- Supplied data -
○ ○ ○

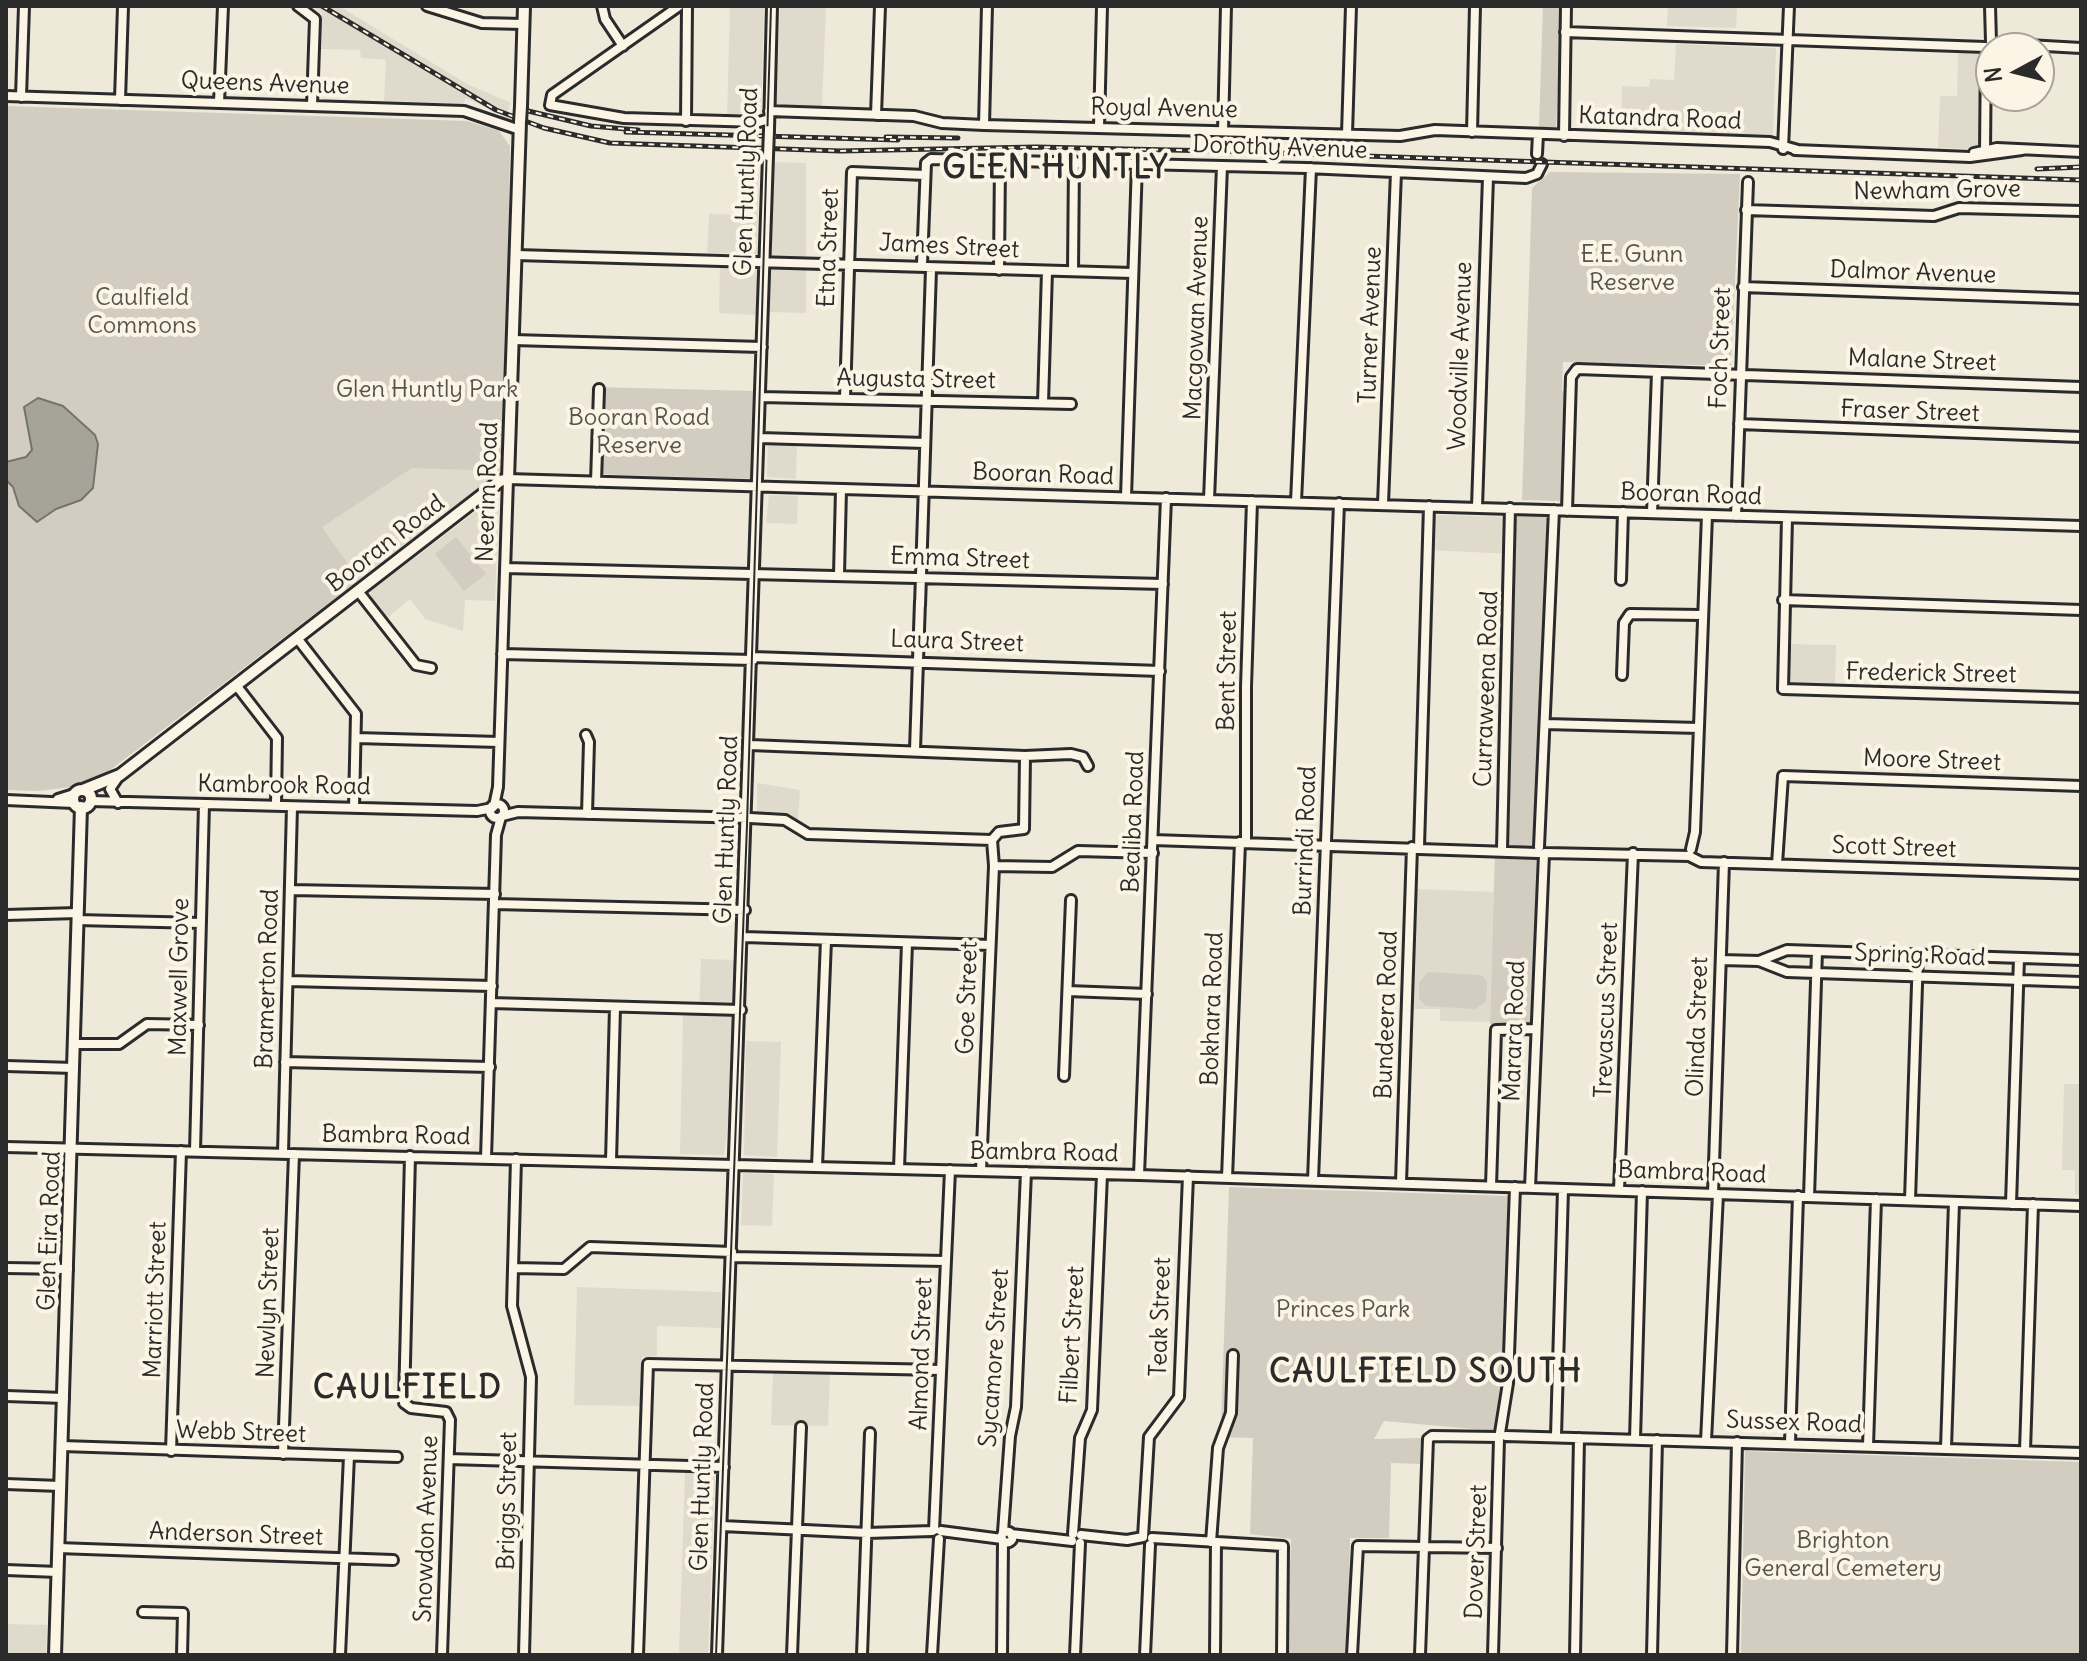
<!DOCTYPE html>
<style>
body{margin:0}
#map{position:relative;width:2087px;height:1661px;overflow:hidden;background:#efe9da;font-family:Delius,sans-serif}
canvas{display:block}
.frame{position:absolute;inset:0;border:8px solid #2b2b2b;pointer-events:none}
.north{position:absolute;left:1975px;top:32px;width:80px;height:80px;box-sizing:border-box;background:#fcf5e5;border:2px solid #a8a49b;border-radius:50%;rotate:263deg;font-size:22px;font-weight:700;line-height:32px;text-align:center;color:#2b2b2b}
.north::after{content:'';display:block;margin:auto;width:28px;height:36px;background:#2b2b2b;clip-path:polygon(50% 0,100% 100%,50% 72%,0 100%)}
</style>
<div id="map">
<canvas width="2087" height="1661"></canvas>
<div class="frame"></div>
<div class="north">N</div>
</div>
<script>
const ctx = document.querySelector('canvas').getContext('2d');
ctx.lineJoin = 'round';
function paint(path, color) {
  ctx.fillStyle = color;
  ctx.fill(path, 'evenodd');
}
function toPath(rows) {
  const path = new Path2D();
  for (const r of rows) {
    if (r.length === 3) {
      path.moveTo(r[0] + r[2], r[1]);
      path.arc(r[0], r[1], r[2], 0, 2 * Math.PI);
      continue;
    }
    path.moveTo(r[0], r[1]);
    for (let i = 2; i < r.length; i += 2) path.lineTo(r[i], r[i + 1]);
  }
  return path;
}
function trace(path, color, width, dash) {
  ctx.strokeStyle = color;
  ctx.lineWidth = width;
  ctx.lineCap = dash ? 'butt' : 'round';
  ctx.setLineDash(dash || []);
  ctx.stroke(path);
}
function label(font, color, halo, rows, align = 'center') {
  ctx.font = font + ' Delius,sans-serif';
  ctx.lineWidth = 8;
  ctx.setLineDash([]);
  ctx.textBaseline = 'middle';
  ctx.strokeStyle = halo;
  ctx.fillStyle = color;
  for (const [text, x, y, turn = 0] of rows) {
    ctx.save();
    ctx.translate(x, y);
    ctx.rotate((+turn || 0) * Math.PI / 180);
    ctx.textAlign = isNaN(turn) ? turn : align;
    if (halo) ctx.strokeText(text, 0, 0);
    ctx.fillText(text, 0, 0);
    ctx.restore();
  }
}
const built = toPath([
 [311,6,339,6,467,84,511,103,506,116,465,98,464,104,384,101,386,60,361,58,360,50,321,49,322,13],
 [730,6,764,6,761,119,727,118],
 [780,6,826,6,822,107,776,106],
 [1668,6,1737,6,1736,28,1667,26],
 [1676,44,1776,48,1773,136,1621,131,1622,86,1649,87,1650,79,1674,80],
 [1958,53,1982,54,1979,145,1972,149,1938,148,1940,96,1957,96],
 [774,162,806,163,806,313,769,312],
 [748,171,759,171,757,254,707,253,709,214,747,215],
 [720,266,759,267,758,315,719,313],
 [768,434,797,435,796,479,767,477],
 [412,467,500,471,359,580,321,527],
 [769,495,798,496,797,524,766,523],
 [496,496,499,498,495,601,465,600,463,631,425,619,410,599,387,618,371,596,371,591],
 [1428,515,1515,517,1514,554,1427,550],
 [1788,644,1836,645,1835,684,1790,683],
 [757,783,800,790,798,821,787,814,757,813],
 [1417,889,1494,892,1490,1022,1440,1021,1440,1009,1414,1009],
 [701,959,736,960,732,1093,724,1155,680,1154,683,1016,699,1014],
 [746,1041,781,1042,777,1157,744,1155],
 [2064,1084,2081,1084,2081,1195,2075,1194,2075,1170,2062,1170],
 [743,1173,774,1174,772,1226,741,1225],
 [577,1287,721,1292,721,1328,657,1326,657,1356,642,1357,640,1406,574,1405],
 [773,1372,830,1374,828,1426,771,1425],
 [685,1472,715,1476,708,1655,679,1655],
 [6,1624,47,1625,46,1655,6,1655]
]);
const green = toPath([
 [1543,6,1562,6,1556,127,1539,127],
 [6,106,467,121,499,131,510,146,507,345,500,471,412,468,322,527,359,580,105,774,71,787,38,791,6,790],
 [1550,172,1740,174,1731,366,1563,362,1562,391,1567,391,1563,501,1522,500,1532,188],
 [594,387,755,391,754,479,592,474],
 [1519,514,1546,515,1549,523,1539,842,1531,846,1509,846,1505,840,1515,516],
 [456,537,486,574,464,591,435,554],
 [1495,852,1537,856,1532,1022,1528,1026,1490,1024],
 [1428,972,1481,975,1487,982,1486,1002,1475,1009,1426,1006,1419,998,1419,983],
 [1229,1187,1509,1196,1505,1383,1497,1431,1384,1421,1374,1439,1421,1438,1420,1464,1391,1463,1389,1538,1350,1538,1348,1655,1287,1655,1291,1539,1250,1534,1253,1438,1217,1437,1221,1427],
 [1745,1451,2081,1462,2081,1655,1741,1655]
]);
const water = toPath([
 [38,398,63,406,95,435,98,444,93,488,81,500,56,509,37,522,19,506,13,487,6,480,6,462,26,457,32,450,24,407,38,398]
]);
const minor = toPath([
 [298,6,315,19,312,106],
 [427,6,482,23,523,24],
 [602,6,605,19,623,46],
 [679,6,552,95,550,105,624,118,759,122,769,119],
 [1990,6,1991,42],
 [1565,32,1985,47],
 [1992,43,2081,48],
 [6,96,464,111,520,130],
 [21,97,24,6],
 [120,100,123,6],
 [219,103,223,6],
 [769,111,914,116,942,123,984,125,1400,136,1435,130,1770,142,1798,150],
 [876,115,880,6],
 [686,121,687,6],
 [984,125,987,6],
 [1099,127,1102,6],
 [769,130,772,6],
 [1223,131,1226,6],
 [1472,132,1475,6],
 [1347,134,1351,6],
 [1564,136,1566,6],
 [1783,149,1789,6],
 [1795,150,1970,157,2022,150],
 [1985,151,1986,48],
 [1974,153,1997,148,2081,152],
 [1537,154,1538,134],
 [1746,210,1934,216,1959,208,2081,211],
 [516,255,1132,273],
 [922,264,926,163,931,159,1306,168,1526,178,1537,174,1542,164],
 [999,270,1000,161],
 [1073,271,1074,161],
 [1743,287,2081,299],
 [513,340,762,347],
 [761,397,1071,404],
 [845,398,852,172,925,175],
 [1043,403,1047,271],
 [1739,424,2081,437],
 [760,438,925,443],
 [596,482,599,389],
 [1126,497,1137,163],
 [1209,500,1222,166],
 [1296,502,1311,168],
 [1383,504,1396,172],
 [1477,507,1488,177],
 [1567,511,1571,377,1577,369,2081,387],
 [1652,513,1657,372],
 [1736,516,1748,182],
 [1787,518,1783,689,2081,698],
 [505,568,1163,584],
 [839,575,841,489],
 [1621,580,1623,512],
 [358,591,416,665,431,668],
 [1783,600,2081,610],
 [920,606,931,269],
 [297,638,356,714,354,808],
 [502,654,753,660],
 [753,657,1160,671],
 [1622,675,1624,623,1630,614,1702,615],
 [236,685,277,738,276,806],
 [1545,724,1699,728],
 [586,735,589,742,587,814],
 [356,738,499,742],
 [750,745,1025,756,1071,754,1083,757,1088,766],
 [915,750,920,601],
 [58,799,74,794],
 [6,800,74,803],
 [90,801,477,811,492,808],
 [118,803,110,789,119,776],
 [497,811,7],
 [494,806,498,787,508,479,2081,526],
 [502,816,518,812,750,818,785,820,808,834,992,840],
 [992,840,999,832,1024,829,1025,756],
 [1153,840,1538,853],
 [1246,842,1246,687,1252,501],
 [1419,847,1429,506],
 [1539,847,1554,510],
 [1502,849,1510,508],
 [1691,849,1695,832,1707,515],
 [1545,853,1690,856],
 [1691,857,1701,862,2081,874],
 [1777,864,1783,776,2081,786],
 [994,866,1052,867,1078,851,1153,853],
 [291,890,495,894],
 [494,904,745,910],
 [6,915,78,913],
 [77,920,201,923],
 [744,937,990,945],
 [1721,960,1759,961,1787,972,2081,982],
 [1759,961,1787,950,2081,960],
 [288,981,492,986],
 [1068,991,1147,994],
 [491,1003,741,1010],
 [75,1044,119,1044,147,1024,199,1025],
 [285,1062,490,1067],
 [6,1066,74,1068],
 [1064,1076,1071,900],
 [6,1147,1139,1175,2081,1206],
 [195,1151,204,804],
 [283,1153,292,807],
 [410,1156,404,1403,411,1408,446,1412,450,1420,442,1655],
 [486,1158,496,835,501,817],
 [516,1159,512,1306,531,1377,524,1655],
 [611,1161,615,1007],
 [817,1167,826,940],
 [899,1169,907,943],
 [981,1171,994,866,992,840],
 [1139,1175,1166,498],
 [1227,1178,1240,842],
 [1313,1180,1339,503],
 [1401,1183,1412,847],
 [1491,1186,1496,1030,1535,1029],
 [1530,1188,1544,854],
 [1619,1190,1633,853],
 [1713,1194,1724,862],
 [1809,1197,1817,951],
 [1910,1200,1918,954],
 [2011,1204,2019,958],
 [731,1257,945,1261],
 [6,1268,68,1269],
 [513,1268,564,1269,590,1247,732,1252],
 [6,1396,64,1398],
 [1500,1433,1508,1383,1515,1187],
 [1506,1436,2081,1453],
 [1556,1436,1563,1189],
 [1635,1439,1642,1191],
 [1706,1441,1718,1194],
 [1790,1443,1798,1196],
 [62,1446,397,1457],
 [1868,1446,1876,1199],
 [1946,1448,1954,1202],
 [171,1451,181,1151],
 [2025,1451,2033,1204],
 [283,1454,294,1154],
 [449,1459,724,1467],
 [6,1484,60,1486],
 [722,1526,867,1533,932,1531],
 [934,1530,950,1170],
 [941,1531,1002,1539],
 [1007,1537,5.5],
 [1003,1532,1010,1436,1016,1407,1026,1172],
 [1011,1534,1072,1541],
 [1073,1534,1080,1438,1092,1410,1102,1174],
 [1081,1535,1127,1540,1143,1537],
 [1143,1537,1149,1437,1179,1397,1188,1176],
 [1152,1538,1283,1546,1282,1655],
 [1211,1542,1218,1448,1231,1413,1233,1355],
 [58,1548,393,1560],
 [6,1570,58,1572],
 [143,1612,183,1613,182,1655],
 [340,1655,349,1456],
 [638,1655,648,1364,941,1370],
 [717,1655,768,156],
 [792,1655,801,1427],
 [862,1655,870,1433],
 [932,1655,939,1539],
 [1002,1655,1003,1541],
 [1075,1655,1080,1543],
 [1145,1655,1150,1545],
 [1215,1655,1216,1542],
 [1352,1655,1358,1546,1497,1548],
 [1420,1655,1428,1439,1432,1436,1498,1437],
 [1493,1655,1499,1439],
 [1575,1655,1579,1438],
 [1652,1655,1657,1440],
 [1732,1655,1737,1442]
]);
const major = toPath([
 [521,106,524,6],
 [83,790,120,775,500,481,508,479,520,122],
 [82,799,9],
 [55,1655,81,807]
]);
const tram = toPath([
 [716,1655,747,825,771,6]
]);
const rail = toPath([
 [322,6,496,110,544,128,610,143,840,151,1036,147,1216,151,2081,180],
 [524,110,591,126,638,130],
 [626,132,898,140],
 [886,137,958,138],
 [2037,169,2081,167]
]);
const minorBridge = toPath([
 [768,156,769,130]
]);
const majorBridge = toPath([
 [520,122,521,106]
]);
const streetNames = [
 ["Queens Avenue",265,84,2],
 ["Royal Avenue",1164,109,1],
 ["Katandra Road",1660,119,2],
 ["Dorothy Avenue",1280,148,2],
 ["Glen Huntly Road",747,182,-88],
 ["Newham Grove",1937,191,-1],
 ["James Street",949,247,3],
 ["Etna Street",829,248,-88],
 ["Dalmor Avenue",1913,273,2],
 ["Macgowan Avenue",1197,318,-88],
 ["Turner Avenue",1371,325,-88],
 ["Foch Street",1721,348,-88],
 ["Woodville Avenue",1461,356,-88],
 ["Malane Street",1922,361,2],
 ["Augusta Street",916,380,1],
 ["Fraser Street",1910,412,2],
 ["Booran Road",1043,475,2],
 ["Neerim Road",488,492,-88],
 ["Booran Road",1691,495,2],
 ["Booran Road",386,544,-38],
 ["Emma Street",960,559,2],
 ["Laura Street",957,642,2],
 ["Bent Street",1228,671,-89],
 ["Frederick Street",1931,674,1],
 ["Curraweena Road",1487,689,-88],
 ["Moore Street",1932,761,2],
 ["Kambrook Road",284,786,1],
 ["Bealiba Road",1134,822,-88],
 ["Glen Huntly Road",727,830,-88],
 ["Burrindi Road",1306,841,-88],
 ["Scott Street",1894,848,2],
 ["Spring Road",1920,956,2],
 ["Maxwell Grove",180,977,-89],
 ["Bramerton Road",268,979,-88],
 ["Goe Street",968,998,-88],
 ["Bokhara Road",1213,1009,-88],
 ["Trevascus Street",1607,1010,-88],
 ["Bundeera Road",1387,1015,-88],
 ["Olinda Street",1698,1027,-88],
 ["Marara Road",1515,1031,-88],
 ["Bambra Road",396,1136,1],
 ["Bambra Road",1044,1153,1],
 ["Bambra Road",1692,1173,2],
 ["Glen Eira Road",50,1231,-88],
 ["Marriott Street",156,1300,-88],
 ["Newlyn Street",269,1303,-88],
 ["Teak Street",1161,1317,-88],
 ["Filbert Street",1073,1335,-87],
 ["Almond Street",922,1354,-88],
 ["Sycamore Street",995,1358,-86],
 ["Sussex Road",1794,1423,2],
 ["Webb Street",241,1433,2],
 ["Glen Huntly Road",703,1477,-88],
 ["Briggs Street",508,1501,-89],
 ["Snowdon Avenue",427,1529,-88],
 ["Anderson Street",236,1535,2],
 ["Dover Street",1477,1552,-88]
];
const parkNames = [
 ["E.E. Gunn",1632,255],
 ["Reserve",1632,283],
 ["Caulfield",142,298],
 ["Commons",142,326],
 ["Glen Huntly Park",427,390],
 ["Booran Road",639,418],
 ["Reserve",639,446],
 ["Princes Park",1343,1310],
 ["Brighton",1843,1541],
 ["General Cemetery",1843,1569]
];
const districtNames = [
 ["GLEN HUNTLY",1056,169],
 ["CAULFIELD SOUTH",1426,1373],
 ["CAULFIELD",408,1389]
];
paint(built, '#e0dacc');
paint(green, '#d2cdc0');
paint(water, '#a6a399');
trace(water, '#75736d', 2);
trace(minor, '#2b2b2b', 14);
trace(major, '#2b2b2b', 16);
trace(minor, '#fcf5e5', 8);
trace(major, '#fcf5e5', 10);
trace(tram, '#2b2b2b', 2);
trace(rail, '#2b2b2b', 5);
trace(rail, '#fcf5e5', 2, [6]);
trace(minorBridge, '#2b2b2b', 14, []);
trace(majorBridge, '#2b2b2b', 16, []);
trace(minorBridge, '#fcf5e5', 8);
trace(majorBridge, '#fcf5e5', 10);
label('24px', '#2b2b2b', '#fcf5e5', streetNames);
label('24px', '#555450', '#fcf5e5', parkNames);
ctx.letterSpacing = '2px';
label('bold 32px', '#2b2b2b', '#fcf5e5', districtNames);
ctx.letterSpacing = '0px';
</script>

○ ○ ○

- Problem requirements -
Among the records above, extract exactly the lines from the line with "ctx.font = font + ' Delius,sans-serif';" to the line with "[6,1624,47,1625,46,1655,6,1655]", both lines included, and leave out the rest.

- Answer box -
  ctx.font = font + ' Delius,sans-serif';
  ctx.lineWidth = 8;
  ctx.setLineDash([]);
  ctx.textBaseline = 'middle';
  ctx.strokeStyle = halo;
  ctx.fillStyle = color;
  for (const [text, x, y, turn = 0] of rows) {
    ctx.save();
    ctx.translate(x, y);
    ctx.rotate((+turn || 0) * Math.PI / 180);
    ctx.textAlign = isNaN(turn) ? turn : align;
    if (halo) ctx.strokeText(text, 0, 0);
    ctx.fillText(text, 0, 0);
    ctx.restore();
  }
}
const built = toPath([
 [311,6,339,6,467,84,511,103,506,116,465,98,464,104,384,101,386,60,361,58,360,50,321,49,322,13],
 [730,6,764,6,761,119,727,118],
 [780,6,826,6,822,107,776,106],
 [1668,6,1737,6,1736,28,1667,26],
 [1676,44,1776,48,1773,136,1621,131,1622,86,1649,87,1650,79,1674,80],
 [1958,53,1982,54,1979,145,1972,149,1938,148,1940,96,1957,96],
 [774,162,806,163,806,313,769,312],
 [748,171,759,171,757,254,707,253,709,214,747,215],
 [720,266,759,267,758,315,719,313],
 [768,434,797,435,796,479,767,477],
 [412,467,500,471,359,580,321,527],
 [769,495,798,496,797,524,766,523],
 [496,496,499,498,495,601,465,600,463,631,425,619,410,599,387,618,371,596,371,591],
 [1428,515,1515,517,1514,554,1427,550],
 [1788,644,1836,645,1835,684,1790,683],
 [757,783,800,790,798,821,787,814,757,813],
 [1417,889,1494,892,1490,1022,1440,1021,1440,1009,1414,1009],
 [701,959,736,960,732,1093,724,1155,680,1154,683,1016,699,1014],
 [746,1041,781,1042,777,1157,744,1155],
 [2064,1084,2081,1084,2081,1195,2075,1194,2075,1170,2062,1170],
 [743,1173,774,1174,772,1226,741,1225],
 [577,1287,721,1292,721,1328,657,1326,657,1356,642,1357,640,1406,574,1405],
 [773,1372,830,1374,828,1426,771,1425],
 [685,1472,715,1476,708,1655,679,1655],
 [6,1624,47,1625,46,1655,6,1655]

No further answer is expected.